His particular axe to grind involves the ties between big businessmen, usually Chinese, and regional politicians:

When independence came, in the 1940s and 1950s, the region’s new leaders built on a system in which politics rules the economy. In Thailand, military leaders demanded substantial equity positions and a board presence in ethnic Chinese-run companies; the Malay political elite made its financial expectations of Chinese businessmen very clear, in what became known locally as “the bargain.” While the Thai and Malay elites stuck with established Chinese trader families, the two great Southeast Asian dictators of the postwar era – Suharto in Indonesia and Ferdinand Marcos in the Philippines – turned to unknown small-timers of whose absolute loyalty they could be sure. They were men like Liem Sioe Liong, a trader who in a few years became Indonesia’s top tycoon, and Lucio Tan, a man who once worked as a janitor but ended up as a Marcos billionaire.

I don’t know whether it’s refreshing or depressing to see a regional perspective marked by such a scathing indictment of regional billionaires and the politicians they’re cozy with.

I believe this article will make for a very interesting, and perhaps, constructive, discussion. One point Studwell makes, can be connected to the next I want to raise.

Studwell writes,

Most obviously, it is clear today that South Korea and Taiwan take political systems seriously as drivers of development. In 1997, Kim Dae Jung, a longtime democracy and human-rights activist, was elected South Korean president and set in motion the most effective reform process to have occurred in the main crisis countries. Reporting and compliance requirements in the Seoul stock market are now stricter than in Southeast Asia, and the judiciary has shown far greater independence and resolve in pursuing those whose actions contributed to the crisis. The families behind Korea’s chaebol are today much weaker than their peers in Southeast Asia.
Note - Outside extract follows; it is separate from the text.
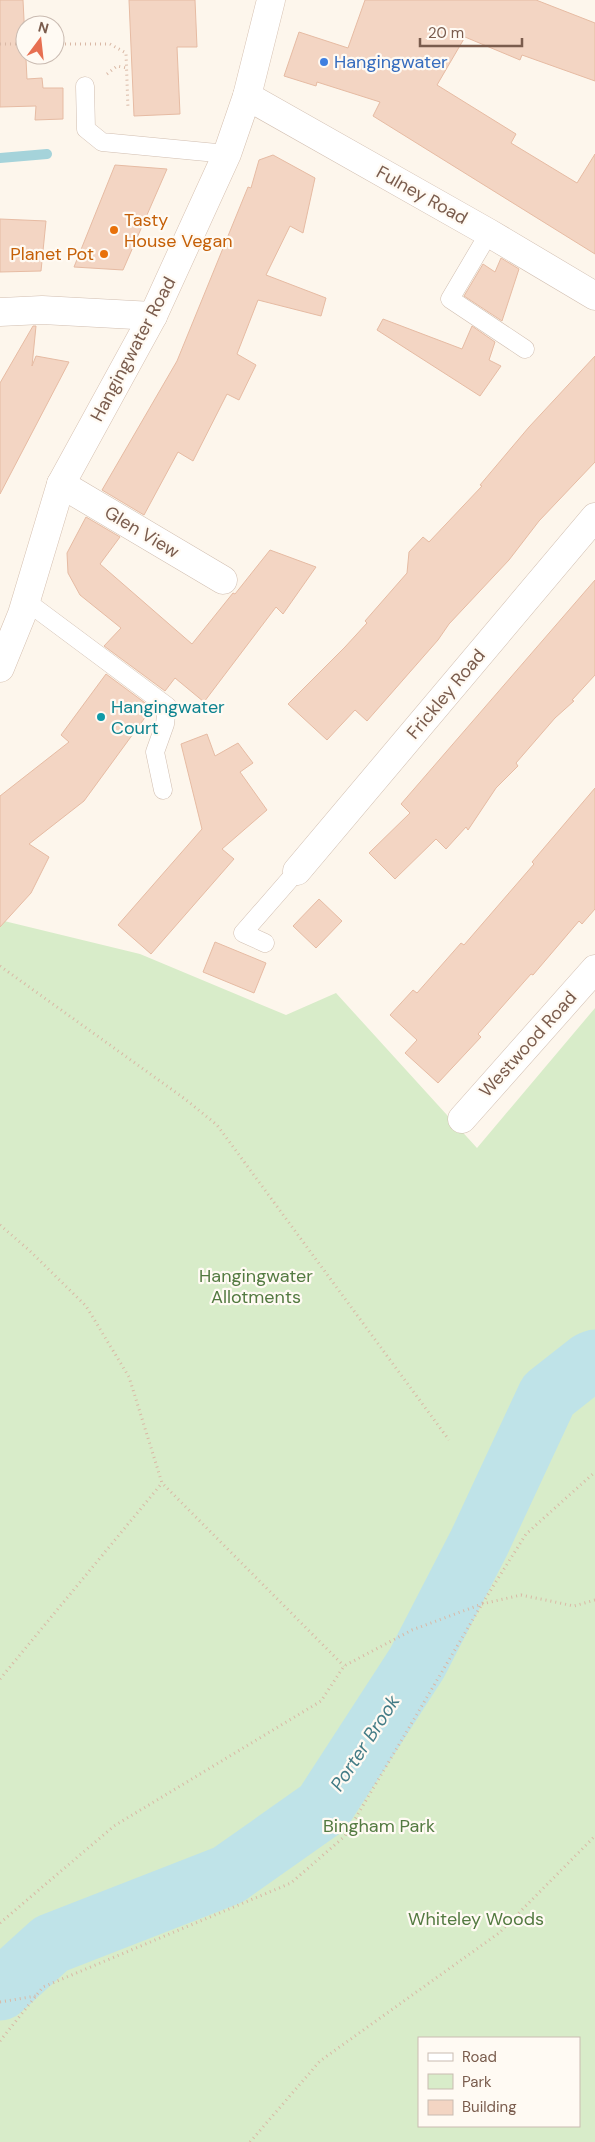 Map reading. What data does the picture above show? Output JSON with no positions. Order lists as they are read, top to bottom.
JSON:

The sort-of-related point I want to raise is in my column for today, Gerrymandering. In it, I refer to an old column by Juan Mercado titled Lilliputian Provinces, Pygmy Governors. In my column, No problem, I’d praised Cebuanos for deciding to keep their province whole. And I’ve been following Sonny Pulgar’s opposition to dividing his home province, something that seems to have become a kind of fait accompli.

For my column, I found the Administrative Divisions of Countries (“Statoids”) website invaluable. Look at the entry on the Philippines, and then compare it to our neighbors, such as Thailand, then Malaysia, and Indonesia, and even countries like India. They have been far less promiscuous at province- even city-making, than we have. This mania for gerrymandering has provincial residents like arnel cadelina asking tough questions.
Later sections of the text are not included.